Defeating Governor Walker, ‘By Any Means Necessary’

Jean-Paul Sartre called for the eradication of class “by any means necessary” and Malcolm X brought it into the lexicon of the American Left. We in Wisconsin have seen it on placards and banners around our state capitol. We are now learning just what it means. In addition to fugitive legislators, intimidation, and boycotts, “any means necessary” apparently includes an unapologetic politicization of the race for a seat on the Wisconsin Supreme Court, which currently has a narrow (4–3) conservative majority.

As opponents of Governor Walker’s collective-bargaining reforms move into the courts, an organized campaign seeks to persuade the public that a vote for incumbent Justice David Prosser is a vote for Walker. A recent letter to members of a local teachers’ union claims that a vote for Prosser’s opponent will “swing the balance to our side.” It is time, the letter says, “to get even.” A television ad flashes images of the siege at our capitol and headlines regarding claims that the new collective bargaining law is “illegal,” while calling for an “impartial” judiciary.

Justice Prosser is a former Republican legislator who has served on the court for 13 years. He is best described as moderately conservative. A recent analysis by the Wisconsin Law Journal showed that he is the least predictable of the four justices generally seen to comprise the court’s conservative majority. He received overwhelming public support in his election to his current term. Although late last year, an aide suggested that he would serve as a complement to the newly elected Republican legislature and governor, Prosser has disavowed the remark and his record of 13 years establishes his independence.

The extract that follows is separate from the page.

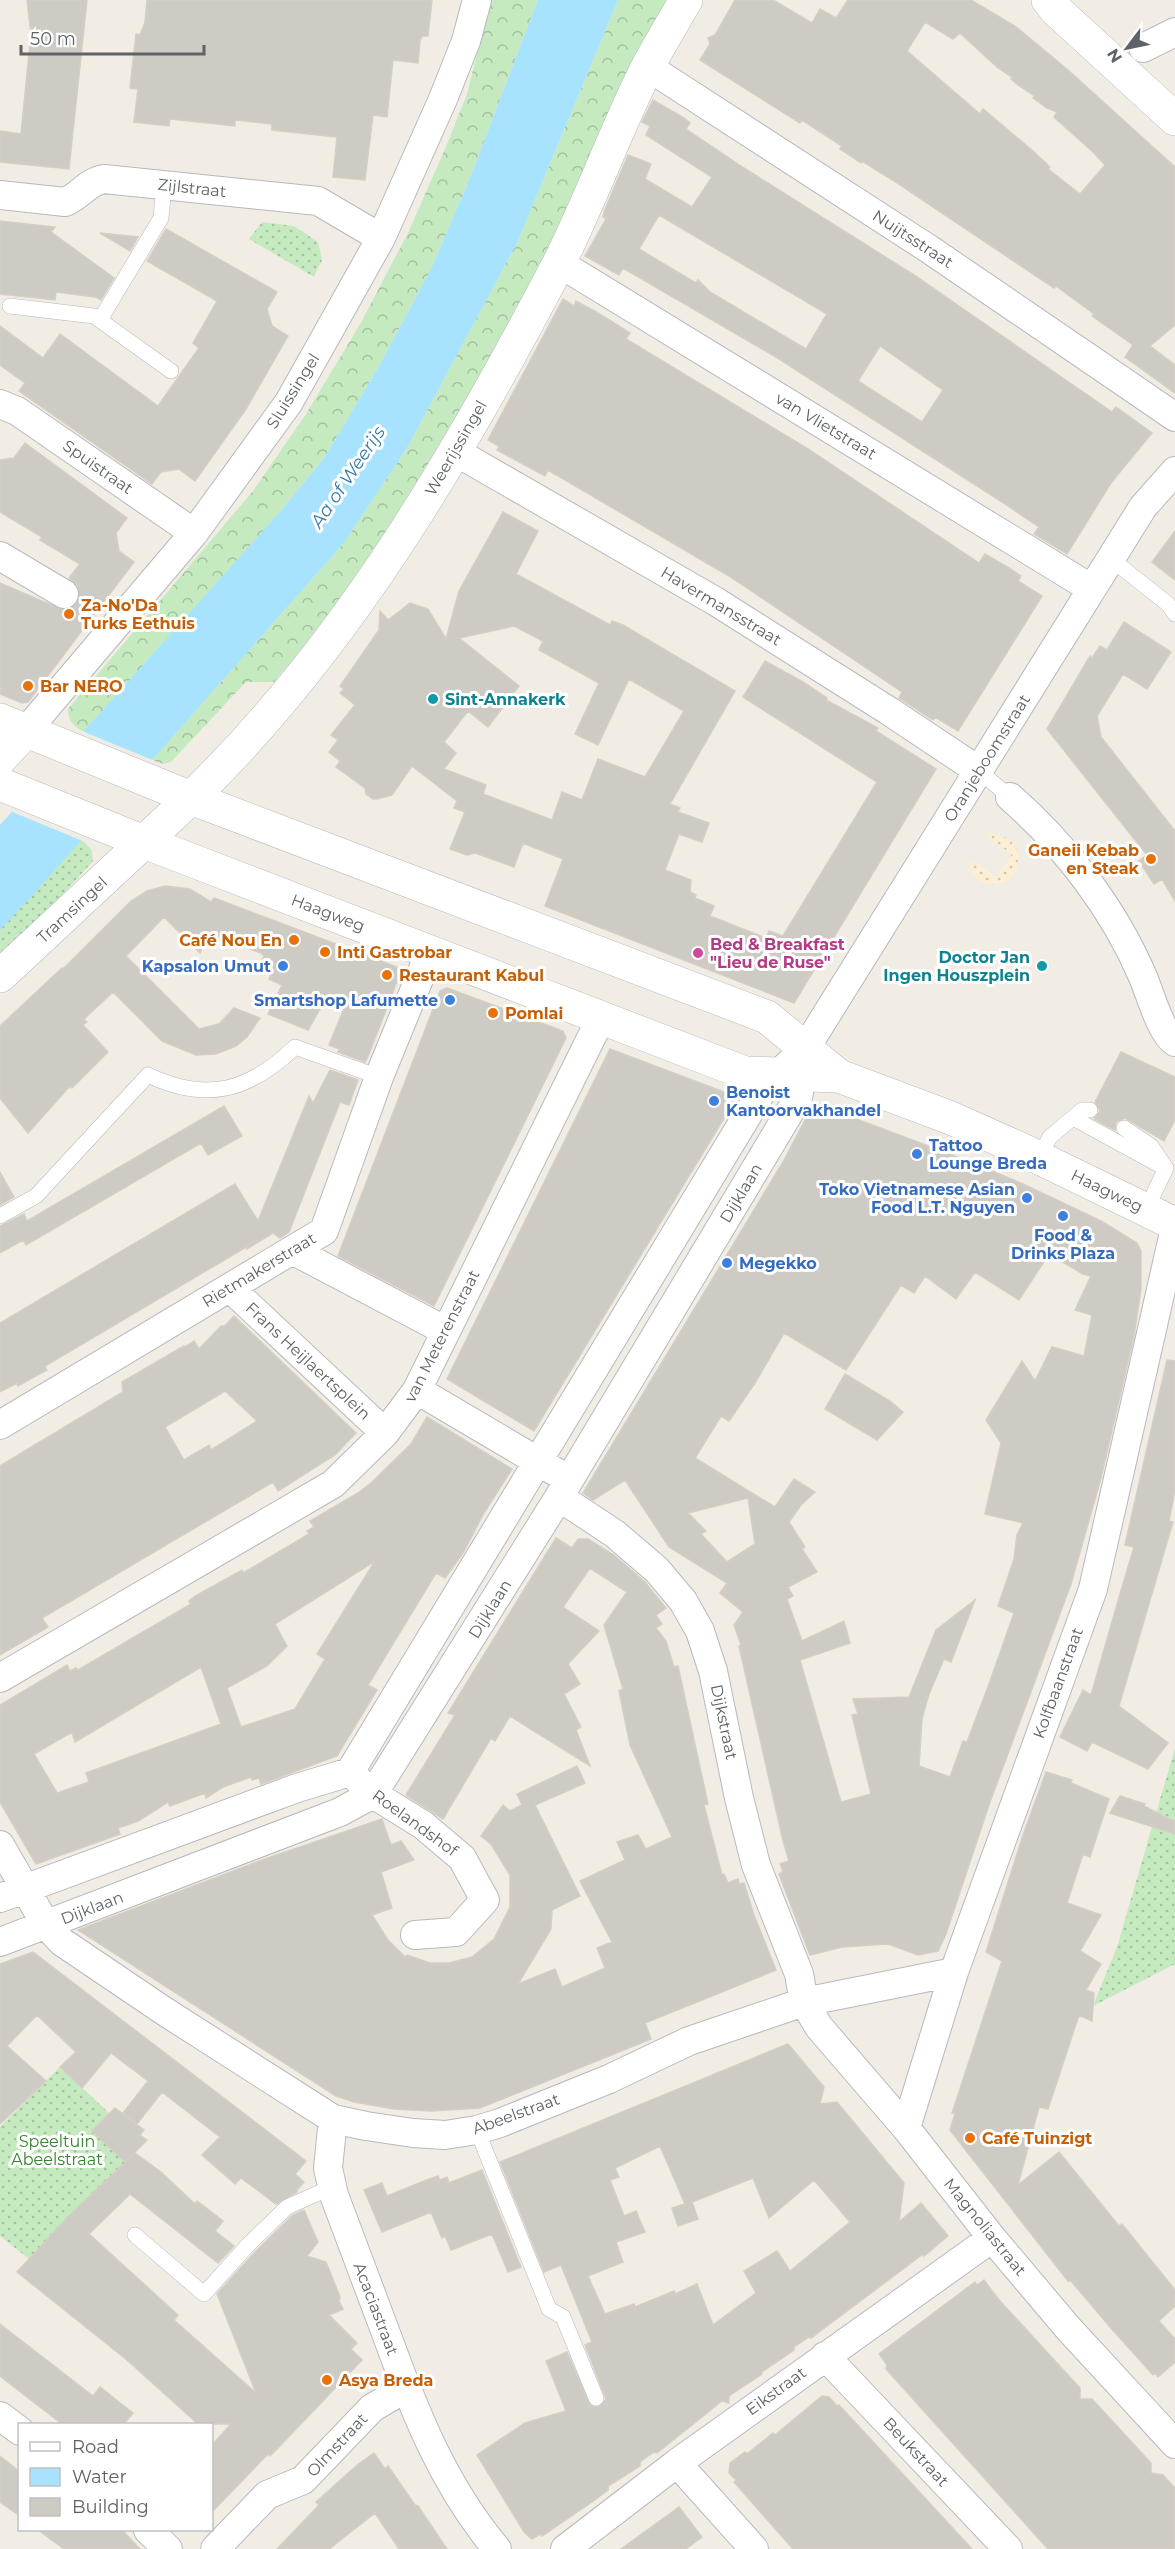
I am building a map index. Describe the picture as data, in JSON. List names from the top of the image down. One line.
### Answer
{"streets":{"main road":["Weerijssingel","Tramsingel","Haagweg"],"street":["Zijlstraat","Nuijtsstraat","Sluissingel","van Vlietstraat","Spuistraat","Havermansstraat","Oranjeboomstraat","Dijklaan","Rietmakerstraat","van Meterenstraat","Frans Heijlaertsplein","Kolfbaanstraat","Dijkstraat","Roelandshof","Abeelstraat","Magnoliastraat","Acaciastraat","Eikstraat","Olmstraat","Beukstraat"]},"crossings":[["Zijlstraat","Sluissingel"],["Nuijtsstraat","Weerijssingel"],["Sluissingel","Spuistraat"],["Sluissingel","Haagweg"],["van Vlietstraat","Weerijssingel"],["van Vlietstraat","Oranjeboomstraat"],["Weerijssingel","Havermansstraat"],["Weerijssingel","Tramsingel"],["Weerijssingel","Haagweg"],["Havermansstraat","Oranjeboomstraat"],["Oranjeboomstraat","Haagweg"],["Oranjeboomstraat","Dijklaan"],["Tramsingel","Haagweg"],["Haagweg","Dijklaan"],["Haagweg","Rietmakerstraat"],["Haagweg","van Meterenstraat"],["Haagweg","Kolfbaanstraat"],["Dijklaan","Dijkstraat"],["Dijklaan","Roelandshof"],["Dijklaan","Abeelstraat"],["Rietmakerstraat","Frans Heijlaertsplein"],["van Meterenstraat","Frans Heijlaertsplein"],["van Meterenstraat","Dijkstraat"],["Kolfbaanstraat","Abeelstraat"],["Kolfbaanstraat","Magnoliastraat"],["Dijkstraat","Abeelstraat"],["Dijkstraat","Magnoliastraat"],["Abeelstraat","Magnoliastraat"],["Abeelstraat","Acaciastraat"],["Magnoliastraat","Eikstraat"],["Acaciastraat","Olmstraat"],["Eikstraat","Beukstraat"]],"water":["Aa of Weerijs"],"parks":["Speeltuin Abeelstraat"],"places":["Za-No'Da Turks Eethuis","Bar NERO","Sint-Annakerk","Ganeii Kebab en Steak","Café Nou En","Inti Gastrobar","Bed & Breakfast \"Lieu de Ruse\"","Kapsalon Umut","Doctor Jan Ingen Houszplein","Restaurant Kabul","Smartshop Lafumette","Pomlai","Benoist Kantoorvakhandel","Tattoo Lounge Breda","Toko Vietnamese Asian Food L.T. Nguyen","Food & Drinks Plaza","Megekko","Café Tuinzigt","Asya Breda"],"legend":["Road","Water","Building"],"scale_bar":"50 m","north":"bottom left"}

The attacks on Prosser go beyond ideology. Litigation has been brought challenging the new law and a lower court judge has temporarily halted publication of the law. That case is on its way to the state supreme court. Others may follow. “By any means necessary” has come to mean turning a supreme-court election into a referendum on a particular case.

This is, of course, a fool’s game. I follow the jurisprudence of the Wisconsin Supreme Court for a living. I have no idea how Justice Prosser will vote on challenges to the collective-bargaining law which turn, not on a judgment about the law itself, but about the way in which it was passed. While I don’t think that the legal arguments of the challengers are particularly strong, I can think of reasons why they may actually appeal to a judicial conservative. Such a judge may be inclined to strictly construe procedural limitations on legislation involving tax dollars.

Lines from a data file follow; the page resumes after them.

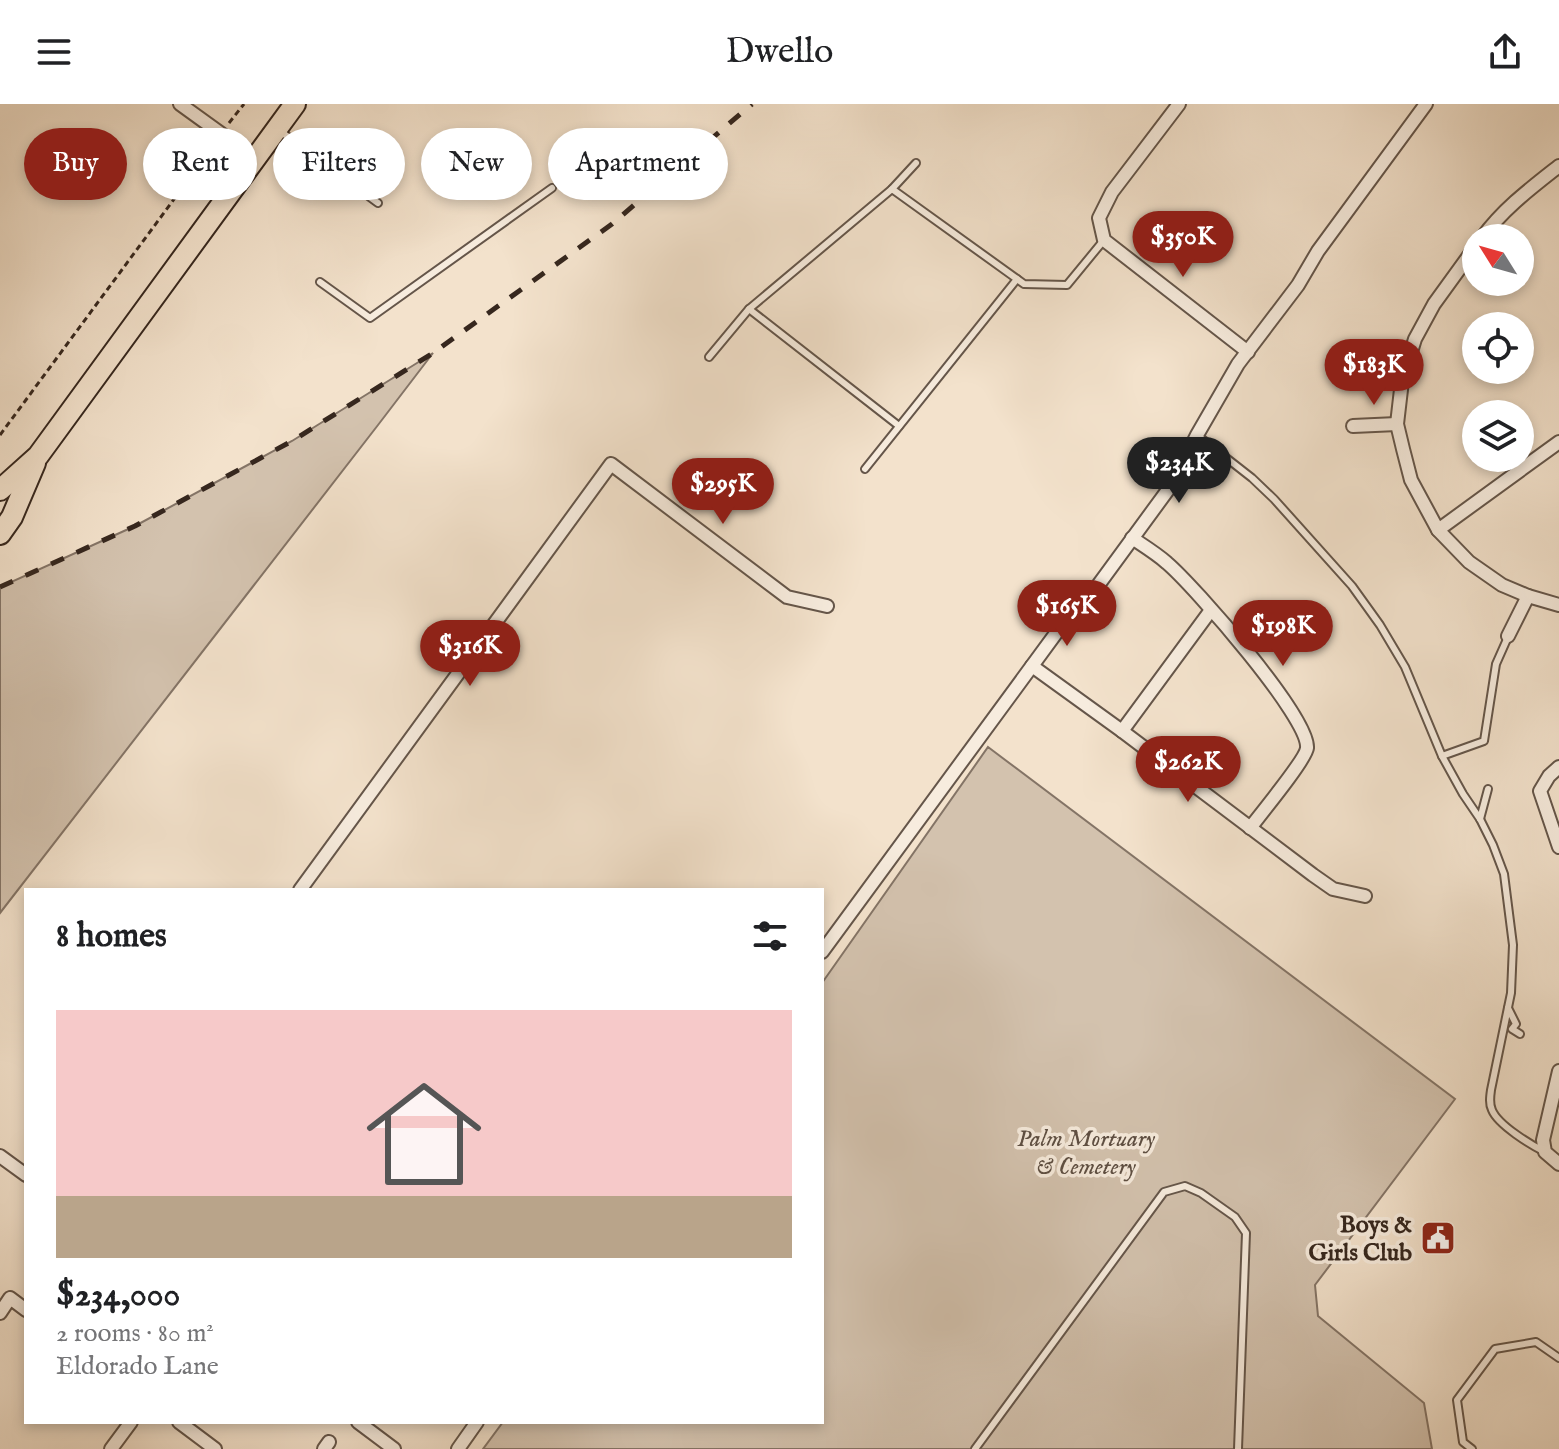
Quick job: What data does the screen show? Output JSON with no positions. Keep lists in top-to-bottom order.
{
  "parks": ["Palm Mortuary & Cemetery"],
  "places": {
    "public building": ["Boys & Girls Club"]
  },
  "north": "top left",
  "page": {
    "header": "Dwello",
    "chip": [
      "Buy",
      "Rent",
      "Filters",
      "New",
      "Apartment"
    ],
    "price": [
      "$350K",
      "$183K",
      "$234K",
      "$295K",
      "$165K",
      "$198K",
      "$316K",
      "$262K"
    ],
    "heading": "8 homes",
    "list": [
      {
        "name": "$234,000",
        "note": "2 rooms · 80 m² · Eldorado Lane"
      }
    ]
  }
}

But the larger problem is the scandal of making a judge’s election or defeat turn on the way he or she decides — or might decide — a particular case. In last term’s Caperton decision, the Supreme Court held that a judge whose campaign had benefitted from millions of dollars spent by the president of a company with a significant pending case may not sit on that case. In Wisconsin, we are about to see Caperton raised to a new level.

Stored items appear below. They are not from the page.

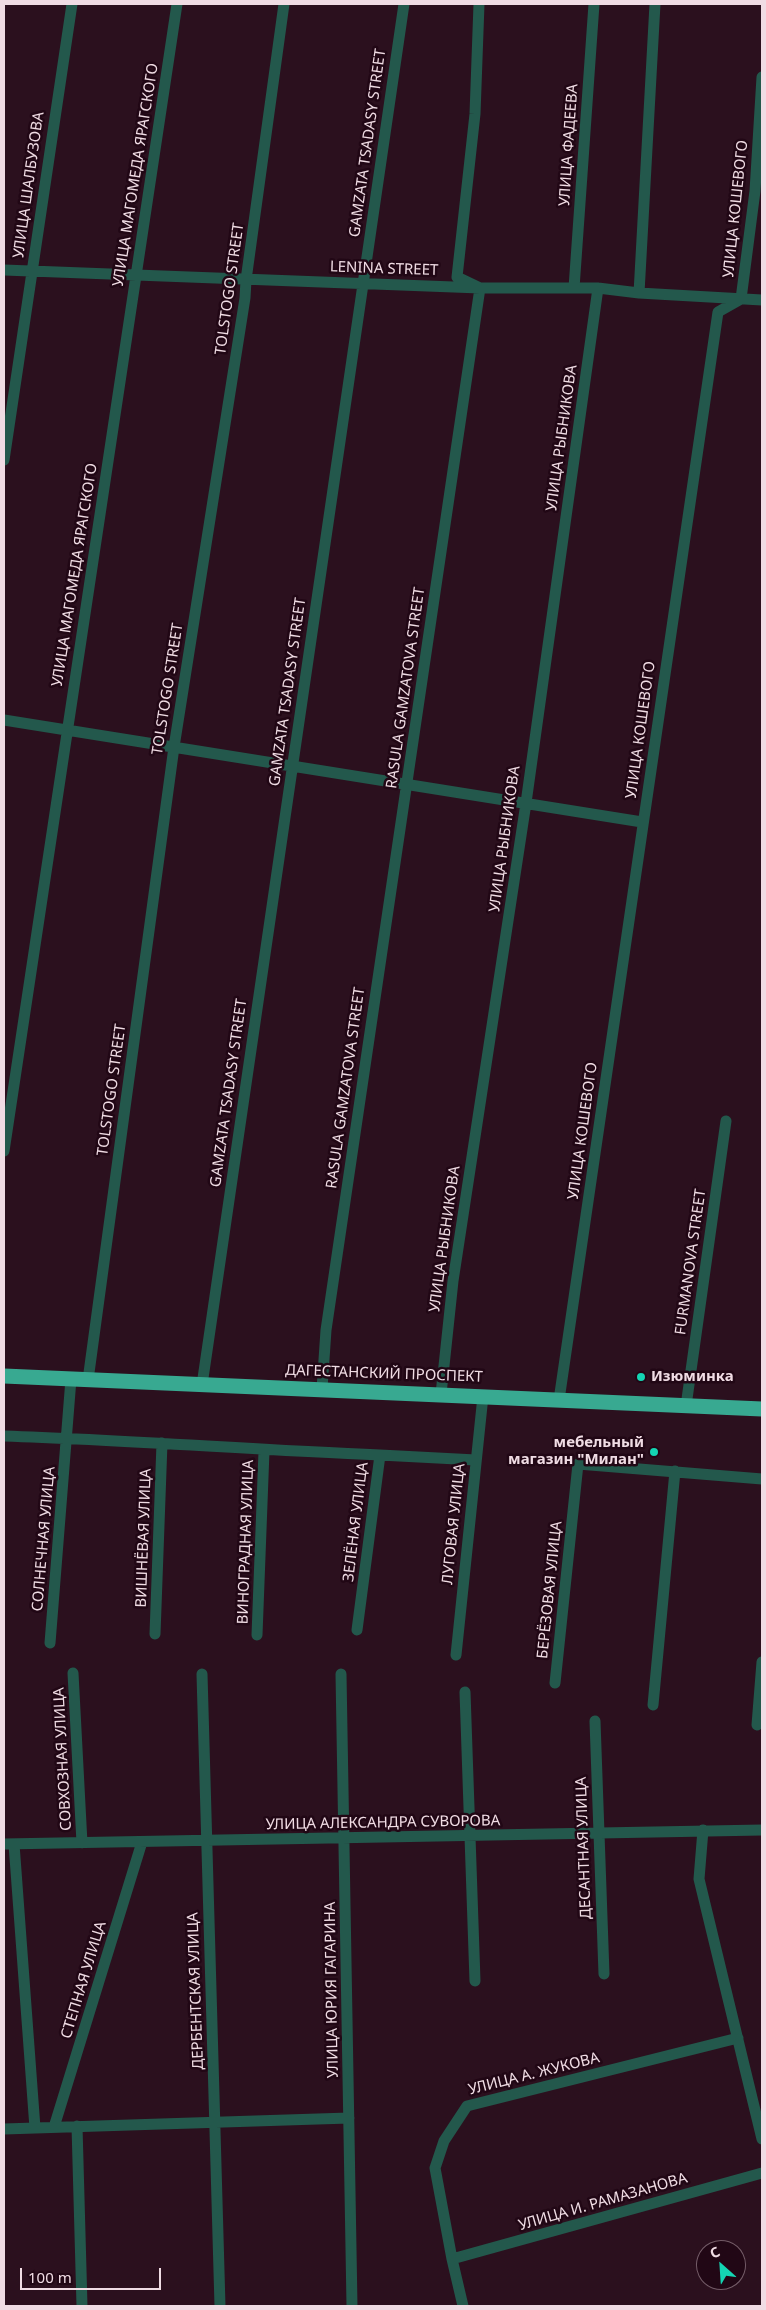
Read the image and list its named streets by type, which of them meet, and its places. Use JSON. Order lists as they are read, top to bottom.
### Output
{
  "streets": {
    "highway": ["ДАГЕСТАНСКИЙ ПРОСПЕКТ"],
    "street": [
      "GAMZATA TSADASY STREET",
      "УЛИЦА ФАДЕЕВА",
      "УЛИЦА МАГОМЕДА ЯРАГСКОГО",
      "УЛИЦА ШАЛБУЗОВА",
      "УЛИЦА КОШЕВОГО",
      "LENINA STREET",
      "TOLSTOGO STREET",
      "УЛИЦА РЫБНИКОВА",
      "RASULA GAMZATOVA STREET",
      "FURMANOVA STREET",
      "ЗЕЛЁНАЯ УЛИЦА",
      "ЛУГОВАЯ УЛИЦА",
      "ВИШНЁВАЯ УЛИЦА",
      "СОЛНЕЧНАЯ УЛИЦА",
      "ВИНОГРАДНАЯ УЛИЦА",
      "БЕРЁЗОВАЯ УЛИЦА",
      "СОВХОЗНАЯ УЛИЦА",
      "УЛИЦА АЛЕКСАНДРА СУВОРОВА",
      "ДЕСАНТНАЯ УЛИЦА",
      "СТЕПНАЯ УЛИЦА",
      "УЛИЦА ЮРИЯ ГАГАРИНА",
      "ДЕРБЕНТСКАЯ УЛИЦА",
      "УЛИЦА А. ЖУКОВА",
      "УЛИЦА И. РАМАЗАНОВА"
    ]
  },
  "crossings": [
    ["GAMZATA TSADASY STREET", "LENINA STREET"],
    ["GAMZATA TSADASY STREET", "ДАГЕСТАНСКИЙ ПРОСПЕКТ"],
    ["УЛИЦА ФАДЕЕВА", "LENINA STREET"],
    ["УЛИЦА МАГОМЕДА ЯРАГСКОГО", "LENINA STREET"],
    ["УЛИЦА ШАЛБУЗОВА", "LENINA STREET"],
    ["УЛИЦА КОШЕВОГО", "LENINA STREET"],
    ["УЛИЦА КОШЕВОГО", "ДАГЕСТАНСКИЙ ПРОСПЕКТ"],
    ["LENINA STREET", "TOLSTOGO STREET"],
    ["LENINA STREET", "УЛИЦА РЫБНИКОВА"],
    ["LENINA STREET", "RASULA GAMZATOVA STREET"],
    ["TOLSTOGO STREET", "ДАГЕСТАНСКИЙ ПРОСПЕКТ"],
    ["УЛИЦА РЫБНИКОВА", "ДАГЕСТАНСКИЙ ПРОСПЕКТ"],
    ["RASULA GAMZATOVA STREET", "ДАГЕСТАНСКИЙ ПРОСПЕКТ"],
    ["FURMANOVA STREET", "ДАГЕСТАНСКИЙ ПРОСПЕКТ"],
    ["ДАГЕСТАНСКИЙ ПРОСПЕКТ", "ЛУГОВАЯ УЛИЦА"],
    ["ДАГЕСТАНСКИЙ ПРОСПЕКТ", "СОЛНЕЧНАЯ УЛИЦА"],
    ["ЗЕЛЁНАЯ УЛИЦА", "ЛУГОВАЯ УЛИЦА"],
    ["СОВХОЗНАЯ УЛИЦА", "УЛИЦА АЛЕКСАНДРА СУВОРОВА"],
    ["УЛИЦА АЛЕКСАНДРА СУВОРОВА", "ДЕСАНТНАЯ УЛИЦА"],
    ["УЛИЦА АЛЕКСАНДРА СУВОРОВА", "СТЕПНАЯ УЛИЦА"],
    ["УЛИЦА АЛЕКСАНДРА СУВОРОВА", "УЛИЦА ЮРИЯ ГАГАРИНА"],
    ["УЛИЦА АЛЕКСАНДРА СУВОРОВА", "ДЕРБЕНТСКАЯ УЛИЦА"],
    ["УЛИЦА А. ЖУКОВА", "УЛИЦА И. РАМАЗАНОВА"]
  ],
  "places": ["Изюминка", "мебельный магазин \"Милан\""],
  "scale_bar": "100 m",
  "north": "top left"
}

Not only are public-employee unions attempting to choose their court, they are doing so by making an electoral issue of the very matter that the court will be asked to decide. There are reasons that we don’t hold votes on pending court cases. They are rooted in due process and the rule of law. But in a world that chooses “any means necessary,” these are mere inconveniences. It is time, after all, to “get even.”

— Rick Esenberg is visiting assistant professor at Marquette University Law School and president of the Wisconsin Institute for Law & Liberty.